» **Task statement**:
Look through the lines below and extract any with the word "names".

» **Records**:
======
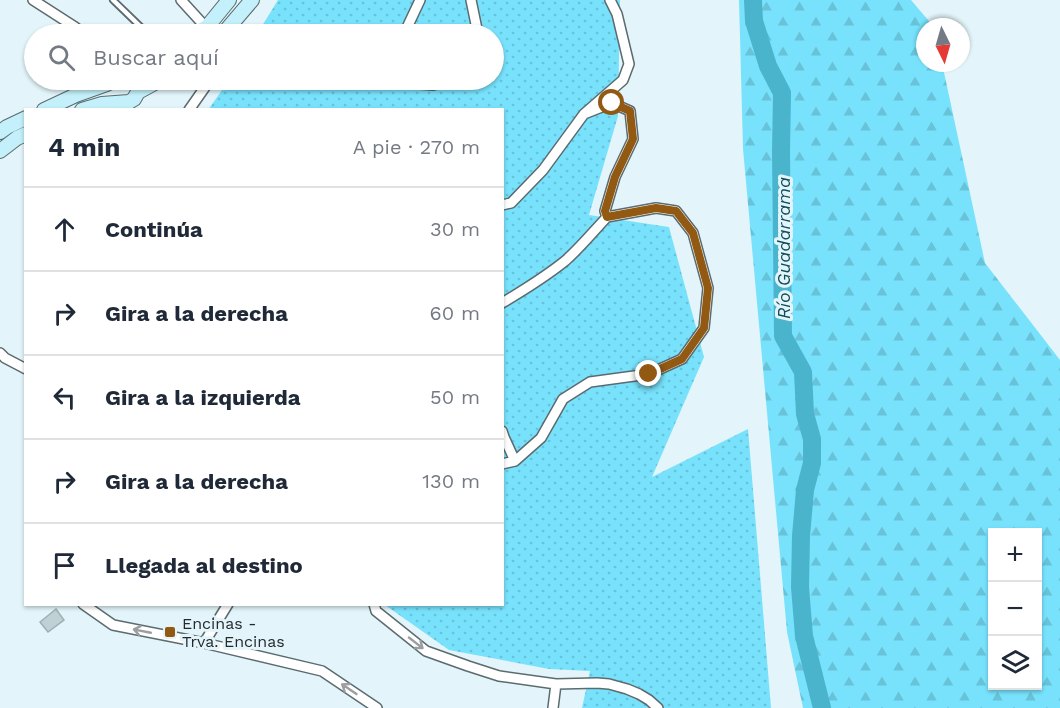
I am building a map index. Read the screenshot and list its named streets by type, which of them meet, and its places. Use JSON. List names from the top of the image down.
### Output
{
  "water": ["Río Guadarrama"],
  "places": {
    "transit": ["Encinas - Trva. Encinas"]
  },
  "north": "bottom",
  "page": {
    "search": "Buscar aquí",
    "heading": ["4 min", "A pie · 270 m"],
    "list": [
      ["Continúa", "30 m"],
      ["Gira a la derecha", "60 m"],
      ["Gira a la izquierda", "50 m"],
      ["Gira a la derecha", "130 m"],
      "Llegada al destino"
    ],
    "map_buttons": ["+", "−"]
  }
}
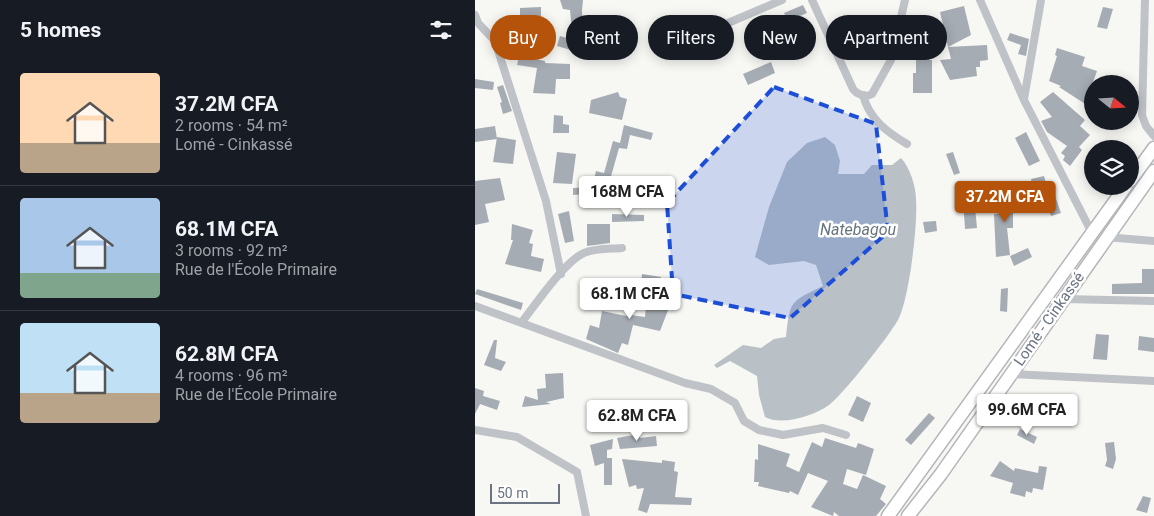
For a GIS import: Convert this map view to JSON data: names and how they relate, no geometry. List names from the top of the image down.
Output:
======
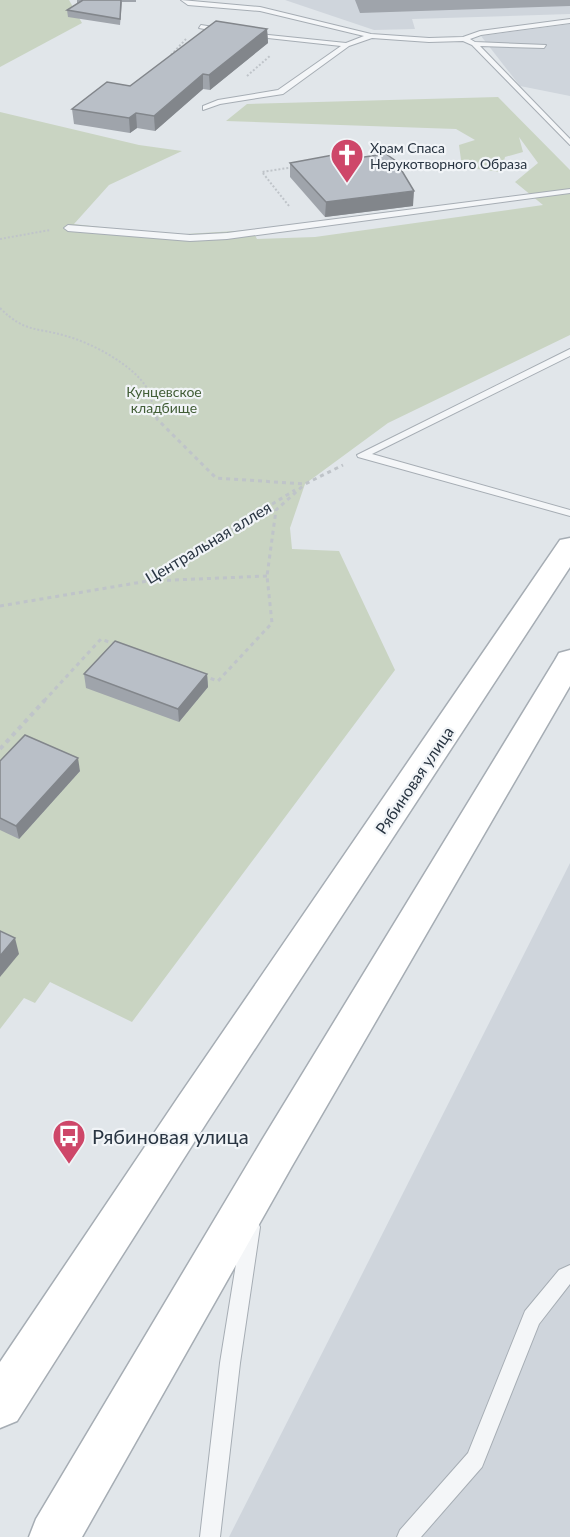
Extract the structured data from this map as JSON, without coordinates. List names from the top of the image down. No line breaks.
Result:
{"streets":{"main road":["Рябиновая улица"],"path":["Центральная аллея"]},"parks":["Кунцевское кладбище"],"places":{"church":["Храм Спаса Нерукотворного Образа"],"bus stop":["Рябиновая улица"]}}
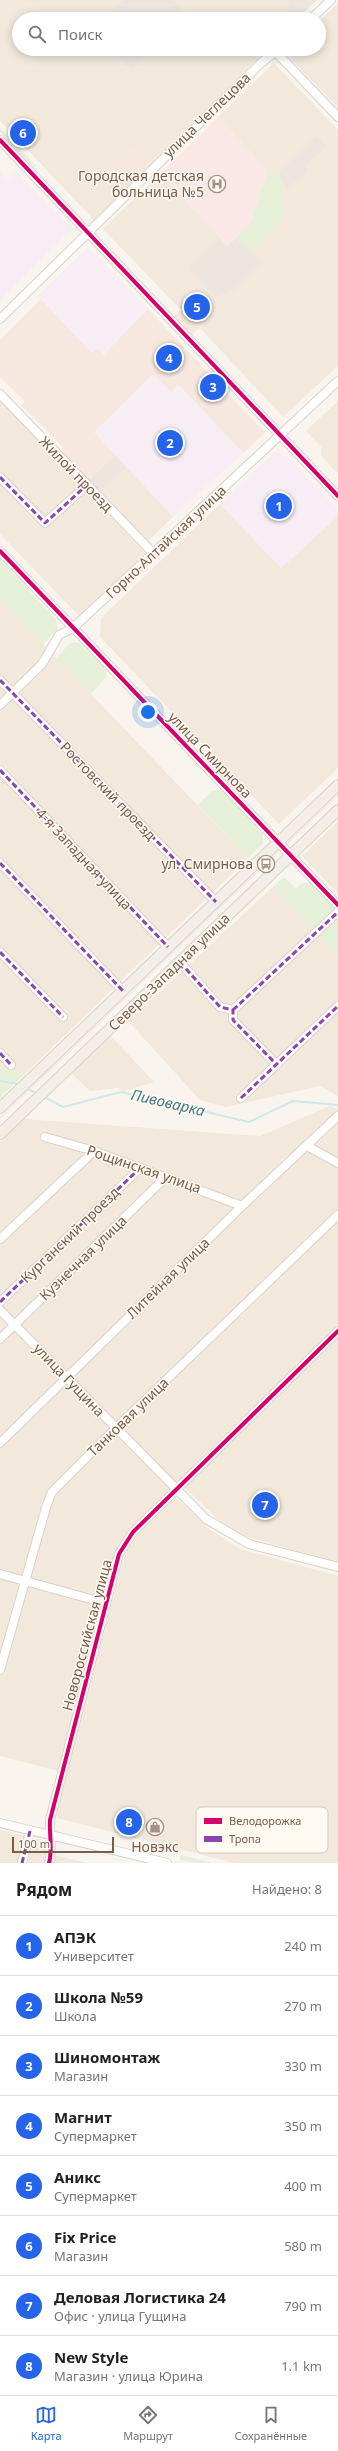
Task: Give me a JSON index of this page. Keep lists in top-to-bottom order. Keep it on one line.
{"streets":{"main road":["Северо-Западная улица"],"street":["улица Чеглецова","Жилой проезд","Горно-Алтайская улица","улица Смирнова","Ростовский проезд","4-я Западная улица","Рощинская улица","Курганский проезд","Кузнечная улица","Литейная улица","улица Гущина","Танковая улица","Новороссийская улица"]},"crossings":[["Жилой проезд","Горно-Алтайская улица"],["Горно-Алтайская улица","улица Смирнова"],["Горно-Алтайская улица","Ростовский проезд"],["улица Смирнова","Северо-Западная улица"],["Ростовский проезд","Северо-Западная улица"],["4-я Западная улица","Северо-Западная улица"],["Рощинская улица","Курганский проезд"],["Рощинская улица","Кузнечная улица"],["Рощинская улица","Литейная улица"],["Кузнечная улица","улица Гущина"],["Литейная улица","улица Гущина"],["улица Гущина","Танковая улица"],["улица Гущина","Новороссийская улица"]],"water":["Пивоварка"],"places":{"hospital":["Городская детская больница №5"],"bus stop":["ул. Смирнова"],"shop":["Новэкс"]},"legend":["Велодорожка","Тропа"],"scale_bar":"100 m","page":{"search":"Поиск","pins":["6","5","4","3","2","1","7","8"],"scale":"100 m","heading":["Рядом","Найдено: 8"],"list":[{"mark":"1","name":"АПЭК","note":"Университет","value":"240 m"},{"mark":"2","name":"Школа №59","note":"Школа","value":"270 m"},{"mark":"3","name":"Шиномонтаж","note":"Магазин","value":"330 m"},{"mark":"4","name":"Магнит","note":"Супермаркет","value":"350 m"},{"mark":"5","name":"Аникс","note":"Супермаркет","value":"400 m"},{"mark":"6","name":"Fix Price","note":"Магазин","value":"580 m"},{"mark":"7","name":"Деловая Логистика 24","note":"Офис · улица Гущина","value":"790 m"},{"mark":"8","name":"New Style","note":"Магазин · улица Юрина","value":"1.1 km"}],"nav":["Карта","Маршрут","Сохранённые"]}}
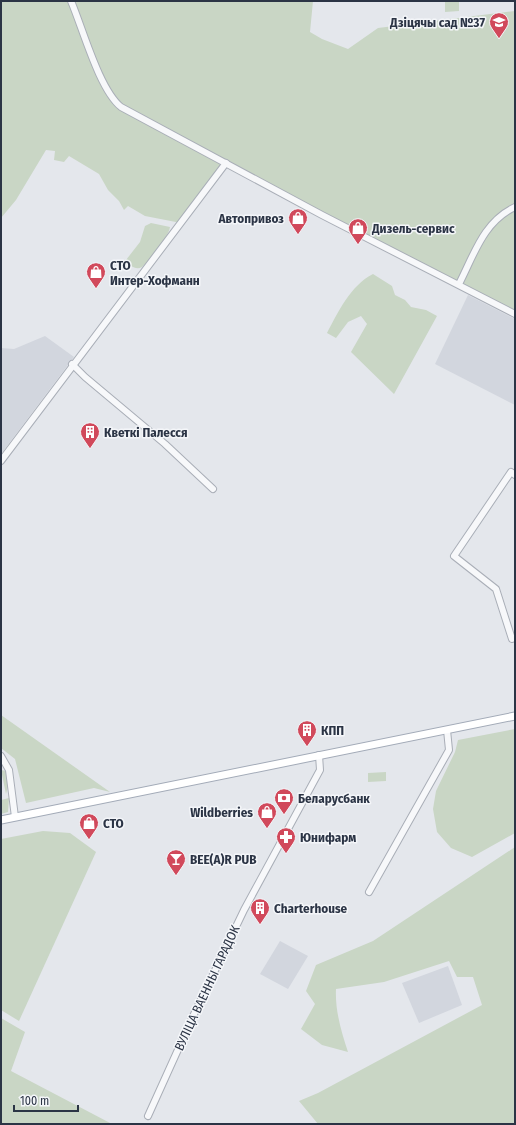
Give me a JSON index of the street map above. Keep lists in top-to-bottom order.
======
» **Written reply**:
I am building a map index. Read the screenshot and list its named streets by type, which of them meet, and its places. Use JSON. List names from the top of the image down.
For a GIS import: Convert this map view to JSON data: names and how they relate, no geometry. List names from the top of the image down.
Extract the structured data from this map as JSON, without coordinates. List names from the top of the image down. No line breaks.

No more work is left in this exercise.